You know what I realize that people underestimate with Pride & Prejudice is the strategic importance of Jane.
Because like, I recently saw Charlotte and Elizabeth contrasted as the former being pragmatic and the latter holding out for a love match, because she's younger and prettier and thinks she can afford it, and that is very much not what's happening.
The Charlotte take is correct, but the Elizabeth is all wrong. Lizzie doesn't insist on a love match. That's serendipitous and rather unexpected. She wants, exactly as Mr. Bennet says, someone she can respect. Contempt won't do. Mr. Bennet puts it in weirdly sexist terms like he's trying to avoid acknowledging what he did to himself by marrying a self-absorbed idiot, but it's still true. That's what Elizabeth is shooting for: a marriage that won't make her unhappy.
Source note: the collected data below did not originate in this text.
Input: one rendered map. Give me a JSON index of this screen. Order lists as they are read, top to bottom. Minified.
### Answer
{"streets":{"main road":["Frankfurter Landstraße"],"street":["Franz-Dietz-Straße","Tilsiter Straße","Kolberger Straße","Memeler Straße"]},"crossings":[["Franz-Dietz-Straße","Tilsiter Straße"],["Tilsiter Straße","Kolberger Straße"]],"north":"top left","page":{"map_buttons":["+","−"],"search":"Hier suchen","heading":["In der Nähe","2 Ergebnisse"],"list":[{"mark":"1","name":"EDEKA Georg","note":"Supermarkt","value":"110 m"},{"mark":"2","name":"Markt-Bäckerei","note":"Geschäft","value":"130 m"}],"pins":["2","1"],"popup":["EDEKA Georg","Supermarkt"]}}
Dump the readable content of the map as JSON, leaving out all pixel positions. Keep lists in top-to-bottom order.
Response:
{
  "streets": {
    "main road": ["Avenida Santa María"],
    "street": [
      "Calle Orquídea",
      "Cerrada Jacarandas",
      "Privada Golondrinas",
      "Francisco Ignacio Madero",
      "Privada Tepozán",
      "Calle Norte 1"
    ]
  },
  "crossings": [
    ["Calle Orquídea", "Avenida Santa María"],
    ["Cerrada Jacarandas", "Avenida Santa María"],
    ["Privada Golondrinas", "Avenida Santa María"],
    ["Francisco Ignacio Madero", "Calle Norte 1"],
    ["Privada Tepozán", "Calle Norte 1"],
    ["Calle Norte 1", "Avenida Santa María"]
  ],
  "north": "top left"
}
She's grown up watching how miserable her parents make one another; she's not willing to sign up for a lifetime of being bitter and lonely in her own home.
I think she is very aware, in refusing Mr. Collins, that it's reasonably unlikely that anyone she actually respects is going to want her, with her few accomplishments and her lack of property. That she is turning down security and the chance keep the house she grew up in, and all she gets in return may be spinsterhood.
But, crucially, she has absolute faith in Jane.
The bit about teaching Jane's daughters to embroider badly? That's a joke, but it's also a serious potential life plan. Jane is the best creature in the world, and a beauty; there's no chance at all she won't get married to someone worthwhile.
(Bingley mucks this up by breaking Jane's heart, but her prospects remain reasonable if their mother would lay off!)
And if Elizabeth can't replicate that feat, then there's also no doubt in her mind that Jane will let her live in her house as a dependent as long as she likes, and never let it be made shameful or awful to be that impoverished spinster aunt. It will be okay never to be married at all, because she has her sister, whom she trusts absolutely to succeed and to protect her.
And if something eventually happens to Jane's family and they can't keep her anymore, she can throw herself upon the mercy of the Gardeners, who have money and like her very much, and are likewise good people. She has a support network--not a perfect or impregnable one, but it exists. It gives her realistic options.
Spinsterhood was a very dangerous choice; there are reasons you would go to considerable lengths not to risk it.
But Elizabeth has Jane, and her pride, and an understanding of what marrying someone who will make you miserable costs.
That's part of the thesis of the book, I would say! Recurring Austen thought. How important it is not to marry someone who will make you, specifically, unhappy.
She would rather be a dependent of people she likes and trusts than of someone she doesn't, even if the latter is formally considered more secure; she would rather live in a happy, reasonable household as an extra than be the mistress of her own home, but that home is full of Mr. Collins and her mother.
This is a calculation she's making consciously! She's not counting on a better marriage coming along. She just feels the most likely bad outcome from refusing Mr. Collins is still much better than the certain outcome of accepting him. Which is being stuck with Mr. Collins forever.
Elizabeth is also being pragmatic. Austen also endorses her choice, for the person she is and the concerns she has. She's just picking different trade-offs than Charlotte.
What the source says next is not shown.